Question. Are there examples where the canonical map $(\,{\rm Pic}\,X^{\rm s})^{\varGamma}\oplus(\,{\rm Pic}\,Y^{\rm s})^{\varGamma}\to{\rm Pic}\,(X^{s}\times_{\,k^{\rm s}}Y^{\rm s})^{\varGamma}$ is an isomorphism but the map ${\rm Pic}\,X^{\rm s}\oplus{\rm Pic}\,Y^{\rm s}\hookrightarrow{\rm Pic}\,(X^{s}\times_{k^{\rm s}}Y^{\rm s})$ is not?

It is known that, if $X$ and $Y$ are smooth, projective, geometrically irreducible and of finite type over $k$, then the cokernel of the latter map is naturally isomorphic to ${\rm Hom}({\rm Pic}_{ Y^{\rm s}}^{\vee},{\rm Pic}_{X^{\rm s}})$, where ${\rm Pic}_{X^{\rm s}}$ is the Picard variety of $X^{\rm s}$ (i.e., the largest reduced subscheme of the identity component of the Picard scheme of $X^{\rm s}$ over $k^{\rm s}$) and ${\rm Pic}_{Y^{\rm s}}^{\vee}$ is the dual of ${\rm Pic}_{Y^{\rm s}}$. Thus, while looking for such examples, one should assume that ${\rm Pic}_{Z}\neq 0$ for $Z=X^{s}$ and $Y^{s}$, in particular that $H^{1}(Z,\mathcal O_{Z})\neq 0$ for such $Z$ (a condition which excludes the rational varieties).

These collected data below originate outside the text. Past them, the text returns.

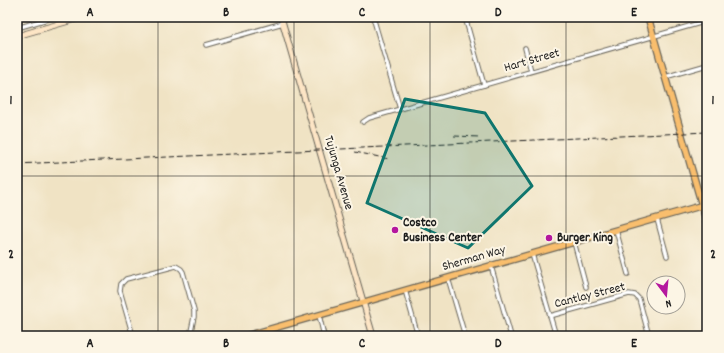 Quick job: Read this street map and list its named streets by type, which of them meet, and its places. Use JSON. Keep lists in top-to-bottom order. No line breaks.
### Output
{"streets":{"main road":["Sherman Way"],"street":["Hart Street","Tujunga Avenue","Cantlay Street"]},"crossings":[["Tujunga Avenue","Sherman Way"]],"places":["Costco Business Center","Burger King"],"north":"bottom","grid":{"columns":["A","B","C","D","E"],"rows":["1","2"]}} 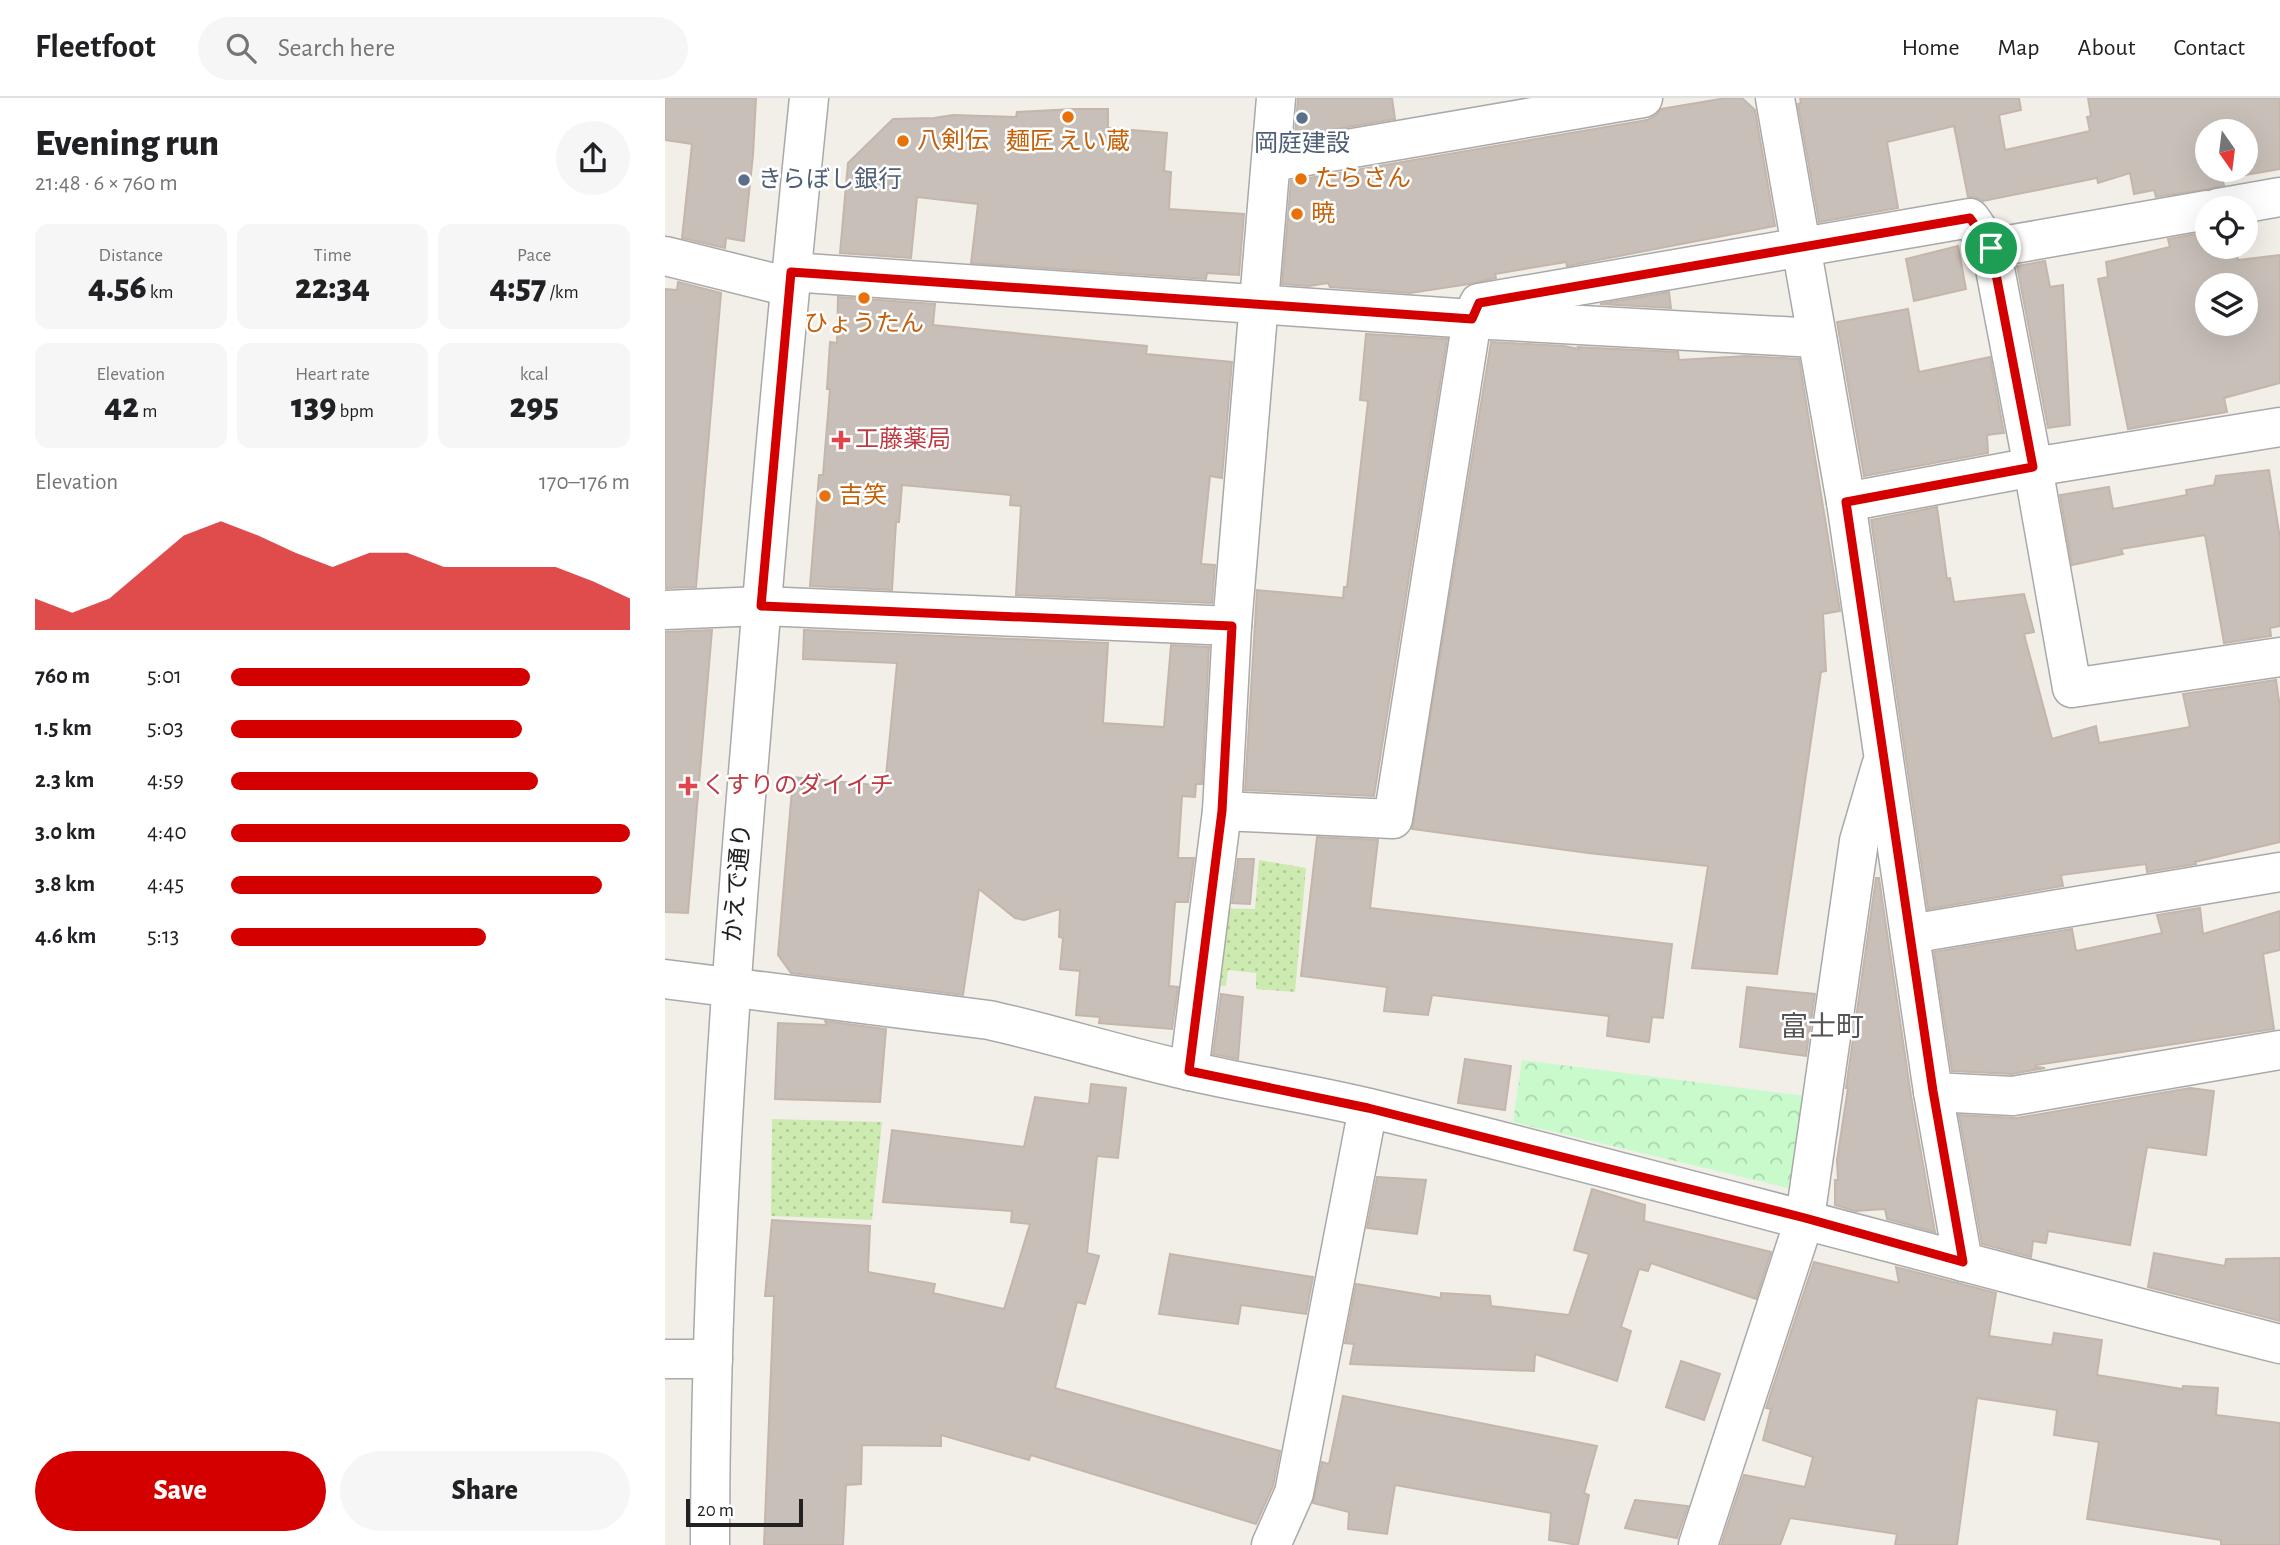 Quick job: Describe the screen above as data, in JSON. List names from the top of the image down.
{
  "streets": {
    "street": ["かえで通り"]
  },
  "districts": ["富士町"],
  "places": {
    "other": [
      "麺匠 えい蔵",
      "岡庭建設",
      "八剣伝",
      "たらさん",
      "きらぼし銀行",
      "暁",
      "ひょうたん",
      "吉笑"
    ],
    "health": ["工藤薬局", "くすりのダイイチ"]
  },
  "scale_bar": "20 m",
  "north": "bottom",
  "page": {
    "header": "Fleetfoot",
    "search": "Search here",
    "nav": [
      "Home",
      "Map",
      "About",
      "Contact"
    ],
    "heading": ["Evening run", "21:48 · 6 × 760 m"],
    "stats": [
      ["Distance", "4.56 km"],
      ["Time", "22:34"],
      ["Pace", "4:57 /km"],
      ["Elevation", "42 m"],
      ["Heart rate", "139 bpm"],
      ["kcal", "295"]
    ],
    "chart": ["Elevation", "170–176 m"],
    "list": [
      {
        "name": "760 m",
        "note": "5:01"
      },
      {
        "name": "1.5 km",
        "note": "5:03"
      },
      {
        "name": "2.3 km",
        "note": "4:59"
      },
      {
        "name": "3.0 km",
        "note": "4:40"
      },
      {
        "name": "3.8 km",
        "note": "4:45"
      },
      {
        "name": "4.6 km",
        "note": "5:13"
      }
    ],
    "buttons": ["Save", "Share"],
    "scale": "20 m"
  }
} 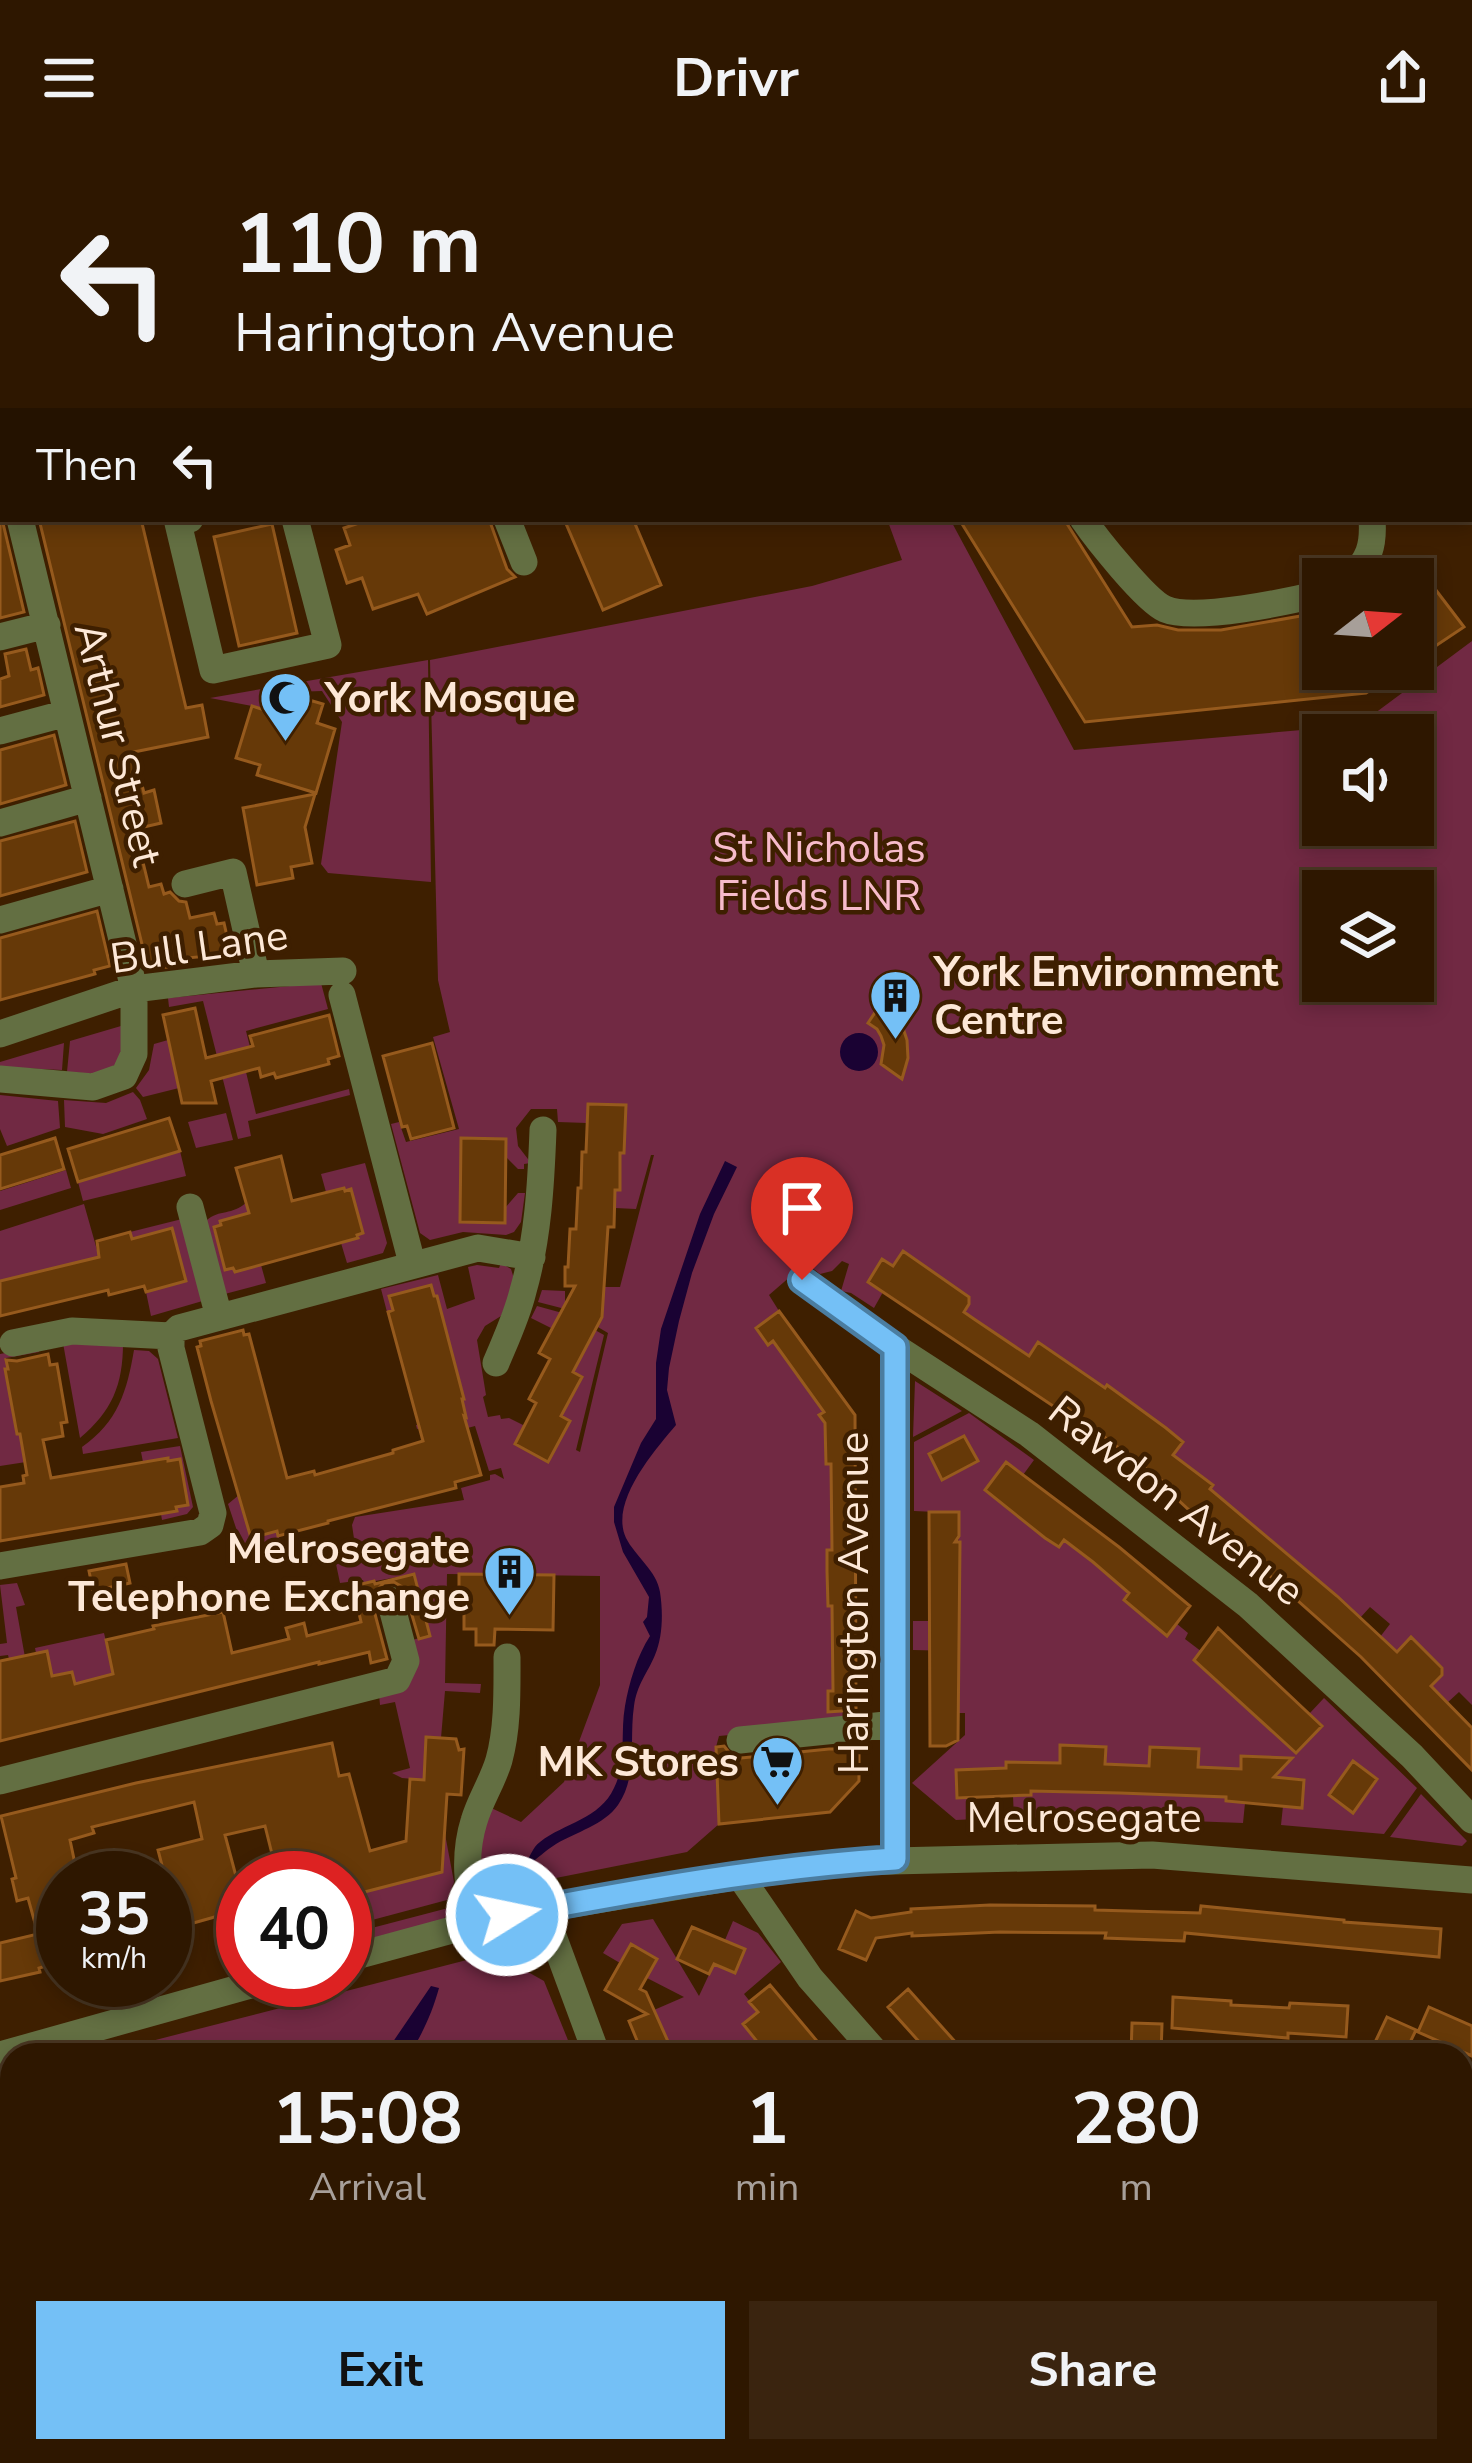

 A: Take $X$ a non-CM elliptic curve over $k$ (over finite fields, a similar argument involving ordinary curves will work) and $Y$ its quadratic twist over some quadratic extension of $k$.
$X$ and $Y$ are smooth, projective, geometrically irreducible and of finite type over $k$, so as you note there is an exact sequence $$0 \to ( \operatorname{Pic} X^s \oplus \operatorname{Pic} Y^s \to  \operatorname{Pic} (X^s \times Y^s) \to \operatorname{Hom} ( \operatorname{Pic}^0(Y^{\vee s}),  \operatorname{Pic}^0(X^s)) \to 0$$
I have written the Picard varieties as $ \operatorname{Pic}^0$ to distinguish them from Picard groups. 
This implies, by the left exactness of $G \mapsto G^\Gamma$, an exact sequence.
$$0 \to (\operatorname{Pic} X^s)^\Gamma \oplus (\operatorname{Pic} Y^s)^\Gamma \to  (\operatorname{Pic} (X^s \times Y^s))^\Gamma \to (\operatorname{Hom} ( \operatorname{Pic}^0(Y^{\vee s}),  \operatorname{Pic}^0(X^s)))^\Gamma$$
So it suffices to check that $\operatorname{Hom} ( \operatorname{Pic}^0(Y^{\vee s}),  \operatorname{Pic}^0(X^s)) \neq 0$ but $(\operatorname{Hom} ( \operatorname{Pic}^0(Y^{\vee s}),  \operatorname{Pic}^0(X^s)))^\Gamma=0$, so that the second exact sequence becomes 
$$0 \to \operatorname{Pic} X^s)^\Gamma \oplus (\operatorname{Pic} Y^s)^\Gamma \to  (\operatorname{Pic} (X^s \times Y^s))^\Gamma \to 0.$$
To do this, observe that, because $X$ and $Y$ are elliptic curves, they are their own $\operatorname{Pic}^0$, and are also self-dual, so we are just working with $\operatorname{Hom}(Y^s, X^s)$. Because $Y^s$ and $X^s$ are isomorphic, and are a non-CM elliptic curve $\operatorname{Hom}(Y^s, X^s) = \mathbb Z$. The quadratic twisting means exactly that the Galois action on this is by the quadratic character of the corresponding field extension, and in particular the invariants are trivial, as desired.